2. Balanced Requirements: Deep learning OCR methods like PaddleOCR and DocTR offer a good compromise between accuracy and processing time for most business applications. and with finetuning, they can be even better for the right use case.
3. Complex Documents with High-Value Information: VLM-based approaches justify their higher cost and processing time when working with complex documents where accuracy is paramount, such as legal contracts, medical records, or financial statements.
There are 3 main drawbacks to using VLM-based approaches:
- The cost of the VLM-based approaches. which can be mitigated by using the right model and provider ( i think of gemini 2.0 cheap, accurante and quick) or self-hosting it ( i think about Qwen2.5 70B for example).
- The non-deterministic nature of the output of the VLM-based approaches.
- The data privacy concerns, which can be mitigated by self-hosting the model. ( some infrastructure with GPUs is needed which can is generally more costly)
4. Handwritten Content: VLMs significantly outperform traditional OCR for handwritten text, making them the clear choice for documents with substantial handwritten components.

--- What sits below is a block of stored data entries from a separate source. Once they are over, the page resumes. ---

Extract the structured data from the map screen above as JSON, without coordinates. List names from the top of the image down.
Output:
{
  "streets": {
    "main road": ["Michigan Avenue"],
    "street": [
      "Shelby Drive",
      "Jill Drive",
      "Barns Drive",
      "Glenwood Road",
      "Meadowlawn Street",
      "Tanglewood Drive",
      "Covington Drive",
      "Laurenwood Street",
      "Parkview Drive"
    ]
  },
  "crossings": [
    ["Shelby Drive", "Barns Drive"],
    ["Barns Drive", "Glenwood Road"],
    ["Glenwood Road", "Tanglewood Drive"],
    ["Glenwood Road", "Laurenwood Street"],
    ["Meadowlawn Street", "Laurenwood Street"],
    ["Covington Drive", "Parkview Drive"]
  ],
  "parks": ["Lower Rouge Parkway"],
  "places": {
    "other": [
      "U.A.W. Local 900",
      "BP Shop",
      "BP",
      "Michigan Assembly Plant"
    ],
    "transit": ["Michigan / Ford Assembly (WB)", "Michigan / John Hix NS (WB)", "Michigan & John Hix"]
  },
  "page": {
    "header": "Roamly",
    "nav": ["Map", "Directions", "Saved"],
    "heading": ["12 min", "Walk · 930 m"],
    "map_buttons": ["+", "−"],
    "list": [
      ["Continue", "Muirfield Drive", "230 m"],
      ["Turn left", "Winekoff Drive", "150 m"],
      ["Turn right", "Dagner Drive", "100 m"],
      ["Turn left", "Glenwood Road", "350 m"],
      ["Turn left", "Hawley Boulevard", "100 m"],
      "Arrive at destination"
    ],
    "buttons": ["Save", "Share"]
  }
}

This naive and very humble benchmark provides a foundation for OCR technology selection, but several areas warrant further investigation :
1. Domain-Specific Testing: Expanding the benchmark to industry-specific document types (invoices, medical records, etc.)
2. Multi-Language Evaluation: Assessing OCR performance across different languages and scripts
3. Cost-Benefit Analysis: Developing a framework to balance accuracy improvements against increased processing costs for VLM approaches
If you're working on document digitization challenges or have any insights about this, I'd love to connect. Drop a comment below or reach out directly to discuss.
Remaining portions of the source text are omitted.